Experience in data integration from various sources, including APIs and databases, is required.
The candidate should have strong experience in implementing data pipelines and efficient ELT/ETL processes in AWS.
Experience with scalable and distributed Data Technologies such as Spark/PySpark, DBT, and Kafka is necessary.
Familiarity with stream-processing systems is a plus.
Strong experience in designing and implementing Data Warehousing solutions in AWS with Redshift is required.
Experience in orchestration using Apache Airflow is necessary.
Deep knowledge of AWS services such as Lambda, Kinesis, S3, and EMR is essential.
A good understanding of Data Quality and Governance is required.
Familiarity with BI solutions, including Looker and LookML, is a plus.
Strong knowledge of DevOps principles and tools is necessary.
Good problem-solving skills and the ability to troubleshoot data processing pipelines are required.
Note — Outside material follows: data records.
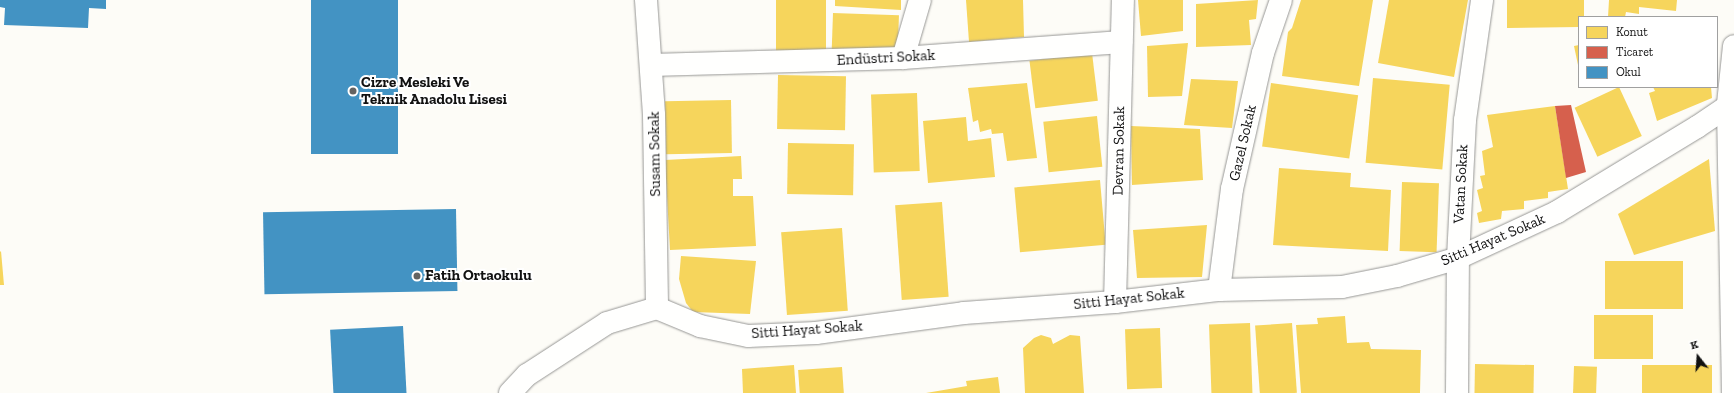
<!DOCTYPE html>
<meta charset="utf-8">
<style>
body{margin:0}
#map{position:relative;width:1734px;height:393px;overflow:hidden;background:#fdfcf7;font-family:"Zilla Slab",serif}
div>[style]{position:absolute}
.homes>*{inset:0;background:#f6d55c;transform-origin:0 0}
.shops>*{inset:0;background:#d6604d}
.schools>*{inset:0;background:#4393c3;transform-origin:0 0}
.roads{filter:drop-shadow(0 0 1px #979795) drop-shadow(0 0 1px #979795)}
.minor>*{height:22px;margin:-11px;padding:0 11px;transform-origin:11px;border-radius:11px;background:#fffffe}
.dots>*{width:11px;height:11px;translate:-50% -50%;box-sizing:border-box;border:2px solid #fff;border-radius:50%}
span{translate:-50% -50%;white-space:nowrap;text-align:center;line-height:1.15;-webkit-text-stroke:4px #fff;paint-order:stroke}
.street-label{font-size:15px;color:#111}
.poi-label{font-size:15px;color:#111;font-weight:700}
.left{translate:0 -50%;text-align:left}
.legend{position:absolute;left:1578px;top:16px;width:140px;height:72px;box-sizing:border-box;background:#fff;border:1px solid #a0a0a0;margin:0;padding:5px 7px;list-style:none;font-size:12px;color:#111}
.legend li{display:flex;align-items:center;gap:8px;height:20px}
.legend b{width:20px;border:1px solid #a0a0a0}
.north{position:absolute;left:1678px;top:337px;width:40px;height:40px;-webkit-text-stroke:3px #fff;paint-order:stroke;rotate:343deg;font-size:11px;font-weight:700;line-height:16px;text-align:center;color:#111}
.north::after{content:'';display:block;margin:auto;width:14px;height:18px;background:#111;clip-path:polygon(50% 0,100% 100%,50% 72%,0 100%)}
</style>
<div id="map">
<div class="homes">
<div style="left:776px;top:0;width:50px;height:53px"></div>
<div style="clip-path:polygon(835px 0,901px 0,901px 10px,835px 6px)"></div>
<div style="clip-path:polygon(966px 0,1023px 0,1024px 37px,969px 42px)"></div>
<div style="clip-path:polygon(1138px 0,1183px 0,1183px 31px,1141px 36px)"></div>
<div style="clip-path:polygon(1258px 0,1256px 19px,1249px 20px,1251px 45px,1196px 47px,1196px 4px)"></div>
<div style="clip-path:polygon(1301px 0,1373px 0,1359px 86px,1282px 76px,1288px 32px,1292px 28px)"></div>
<div style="clip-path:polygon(1389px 0,1468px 0,1454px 77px,1378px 63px)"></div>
<div style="clip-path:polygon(1507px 0,1584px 0,1584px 17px,1579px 17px,1579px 27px,1507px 28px)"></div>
<div style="clip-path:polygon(1609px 0,1677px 0,1676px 11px,1639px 7px,1639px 14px,1626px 12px,1625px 17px,1608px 17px)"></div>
<div style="left:833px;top:13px;width:66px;height:37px;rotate:2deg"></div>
<div style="clip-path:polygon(1188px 43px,1182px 96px,1148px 97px,1147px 46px)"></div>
<div style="clip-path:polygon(1579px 45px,1579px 65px,1578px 65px,1574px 46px)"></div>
<div style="left:1092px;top:53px;width:48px;height:63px;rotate:83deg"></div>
<div style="left:778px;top:75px;width:68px;height:54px;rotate:1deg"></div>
<div style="left:1373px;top:78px;width:77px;height:85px;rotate:5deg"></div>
<div style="clip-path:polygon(1191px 79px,1238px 81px,1232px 128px,1184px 125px)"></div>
<div style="clip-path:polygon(1027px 83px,1037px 158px,1007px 161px,1003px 133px,992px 134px,991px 129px,980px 132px,978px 120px,973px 122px,968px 88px)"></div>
<div style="left:1271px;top:83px;width:88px;height:64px;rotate:8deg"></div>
<div style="left:1619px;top:87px;width:54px;height:49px;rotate:65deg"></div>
<div style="clip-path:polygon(1653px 87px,1711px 87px,1712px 98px,1657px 121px,1649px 93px,1655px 91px)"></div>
<div style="left:917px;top:93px;width:78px;height:46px;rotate:88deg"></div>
<div style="left:731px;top:100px;width:53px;height:66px;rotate:89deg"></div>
<div style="clip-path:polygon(1555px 106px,1568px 189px,1548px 192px,1548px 198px,1524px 201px,1524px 209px,1502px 211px,1501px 219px,1479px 223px,1477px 213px,1482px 211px,1477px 190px,1483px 188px,1480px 176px,1485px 175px,1482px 151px,1493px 147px,1487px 115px)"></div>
<div style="left:1097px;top:116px;width:51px;height:54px;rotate:84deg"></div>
<div style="clip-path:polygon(966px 117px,968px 141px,991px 138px,995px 177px,928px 183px,923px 121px)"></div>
<div style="clip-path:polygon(1131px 126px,1200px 129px,1203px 180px,1132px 185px)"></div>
<div style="left:788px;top:143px;width:66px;height:51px;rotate:1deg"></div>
<div style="clip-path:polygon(741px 156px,742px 179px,733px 179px,733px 196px,753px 196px,756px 246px,670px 250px,665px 160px)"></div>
<div style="clip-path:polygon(1709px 159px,1715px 231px,1634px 255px,1618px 214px)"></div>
<div style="clip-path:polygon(1279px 168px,1351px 173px,1350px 187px,1391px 190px,1388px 251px,1273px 245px)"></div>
<div style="left:1100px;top:180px;width:65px;height:86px;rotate:85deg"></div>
<div style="left:1402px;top:182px;width:37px;height:69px;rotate:2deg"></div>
<div style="left:942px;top:202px;width:95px;height:47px;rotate:86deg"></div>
<div style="clip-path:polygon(1207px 225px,1202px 277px,1137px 278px,1133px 230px)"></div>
<div style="left:842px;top:228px;width:83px;height:61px;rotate:86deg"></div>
<div style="clip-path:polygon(1px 251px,4px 285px,0 285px,0 252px)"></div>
<div style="clip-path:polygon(681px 256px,756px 261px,750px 314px,693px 312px,686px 303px,679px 279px)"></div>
<div style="left:1683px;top:261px;width:48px;height:78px;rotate:90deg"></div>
<div style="left:1594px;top:315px;width:59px;height:44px"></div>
<div style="clip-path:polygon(1345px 316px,1347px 343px,1369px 342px,1371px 349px,1421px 350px,1420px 393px,1301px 393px,1296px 325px,1318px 324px,1317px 318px)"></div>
<div style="left:1250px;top:323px;width:70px;height:41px;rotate:88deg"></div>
<div style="left:1292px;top:323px;width:70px;height:37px;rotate:86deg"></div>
<div style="left:1160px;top:328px;width:60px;height:35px;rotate:88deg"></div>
<div style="clip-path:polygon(1041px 335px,1051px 338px,1053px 344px,1070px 335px,1080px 336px,1084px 393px,1025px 393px,1023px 348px,1034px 338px)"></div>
<div style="left:1475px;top:364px;width:59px;height:29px;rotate:1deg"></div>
<div style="clip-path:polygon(794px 365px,796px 393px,743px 393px,742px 369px)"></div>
<div style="left:1712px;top:365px;width:28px;height:70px;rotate:90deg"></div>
<div style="left:1574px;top:366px;width:23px;height:27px;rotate:2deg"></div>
<div style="left:842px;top:367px;width:26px;height:44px;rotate:86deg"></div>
<div style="clip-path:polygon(998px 377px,1000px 393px,926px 393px,967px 386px,966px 381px)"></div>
</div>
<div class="shops">
<div style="clip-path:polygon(1571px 105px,1586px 172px,1566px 178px,1555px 106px)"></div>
</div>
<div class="schools">
<div style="clip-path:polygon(0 0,106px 0,106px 9px,89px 8px,88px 28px,4px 25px,5px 8px,0 7px)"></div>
<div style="left:311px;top:0;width:87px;height:154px"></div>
<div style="left:456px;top:209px;width:82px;height:193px;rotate:89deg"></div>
<div style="left:403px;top:326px;width:67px;height:73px;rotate:87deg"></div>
</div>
<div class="roads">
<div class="minor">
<div style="left:646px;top:0;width:115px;rotate:86deg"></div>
<div style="left:654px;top:115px;width:193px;rotate:89.1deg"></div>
<div style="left:903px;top:58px;width:60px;rotate:-73.7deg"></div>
<div style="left:651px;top:65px;width:252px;rotate:-1.6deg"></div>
<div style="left:903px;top:58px;width:219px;rotate:-4.2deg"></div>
<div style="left:1219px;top:290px;width:102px;rotate:-82.7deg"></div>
<div style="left:1232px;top:189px;width:139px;rotate:-77.2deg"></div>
<div style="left:1263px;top:53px;width:56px;rotate:-71.2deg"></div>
<div style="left:1115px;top:302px;width:302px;rotate:-88.5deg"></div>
<div style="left:510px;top:393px;width:25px;rotate:-47deg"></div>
<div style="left:527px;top:375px;width:95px;rotate:-33deg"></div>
<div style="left:607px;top:323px;width:52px;rotate:-16.7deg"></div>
<div style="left:657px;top:308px;width:47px;rotate:22.7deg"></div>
<div style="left:700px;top:326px;width:49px;rotate:11.8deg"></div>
<div style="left:748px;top:336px;width:68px;rotate:-2.5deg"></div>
<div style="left:816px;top:333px;width:149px;rotate:-7.7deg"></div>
<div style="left:964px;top:313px;width:151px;rotate:-4.2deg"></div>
<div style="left:1115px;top:302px;width:105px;rotate:-6.6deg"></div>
<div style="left:1219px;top:290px;width:123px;rotate:-1.4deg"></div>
<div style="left:1342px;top:287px;width:56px;rotate:-11.3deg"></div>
<div style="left:1397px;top:276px;width:64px;rotate:-16.4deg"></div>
<div style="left:1458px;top:258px;width:109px;rotate:-24.9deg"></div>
<div style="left:1557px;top:212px;width:164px;rotate:-31.3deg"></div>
<div style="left:1697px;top:127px;width:45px;rotate:-34deg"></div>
<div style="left:1457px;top:393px;width:135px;rotate:-89.6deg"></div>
<div style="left:1458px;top:258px;width:138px;rotate:-87.1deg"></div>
<div style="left:1465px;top:120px;width:121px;rotate:-81.9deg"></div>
<div style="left:1733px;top:393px;width:289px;rotate:-91deg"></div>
<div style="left:1728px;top:104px;width:58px;rotate:-84.1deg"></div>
</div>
</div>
<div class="dots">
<div style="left:353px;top:91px;background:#646362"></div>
<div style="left:417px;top:276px;background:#646362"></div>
</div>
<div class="street-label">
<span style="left:886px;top:58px;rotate:-3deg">Endüstri Sokak</span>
<span style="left:1243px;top:143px;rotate:-77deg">Gazel Sokak</span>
<span style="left:1119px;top:151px;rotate:-89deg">Devran Sokak</span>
<span style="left:655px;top:154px;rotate:-91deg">Susam Sokak</span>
<span style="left:1461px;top:184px;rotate:-87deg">Vatan Sokak</span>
<span style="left:1493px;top:240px;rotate:-23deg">Sitti Hayat Sokak</span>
<span style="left:1129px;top:299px;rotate:-6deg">Sitti Hayat Sokak</span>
<span style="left:807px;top:330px;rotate:-4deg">Sitti Hayat Sokak</span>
</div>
<div class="poi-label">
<span class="left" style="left:361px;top:91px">Cizre Mesleki Ve<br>Teknik Anadolu Lisesi</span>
<span class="left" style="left:425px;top:276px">Fatih Ortaokulu</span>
</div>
<ul class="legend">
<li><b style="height:11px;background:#f6d55c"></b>Konut</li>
<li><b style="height:11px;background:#d6604d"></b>Ticaret</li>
<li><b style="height:11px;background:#4393c3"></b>Okul</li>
</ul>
<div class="north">K</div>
</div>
Strong leadership, project management, and organizational skills are essential.
Excellent communication skills to collaborate with cross-functional teams are necessary.
The ability to document processes, procedures, and deployment configurations is required.
Benefits:
The position offers the opportunity to work remotely, providing flexibility in work arrangements.
Employees will be part of a diverse and inclusive work environment, committed to equal opportunity.
The role allows for professional growth and the chance to work with cutting-edge technologies in the field of data engineering.
Employees will have the opportunity to mentor and guide junior team members, enhancing leadership skills.
The company fosters a culture of continuous learning and improvement, encouraging employees to expand their skills in data engineering and cloud platforms.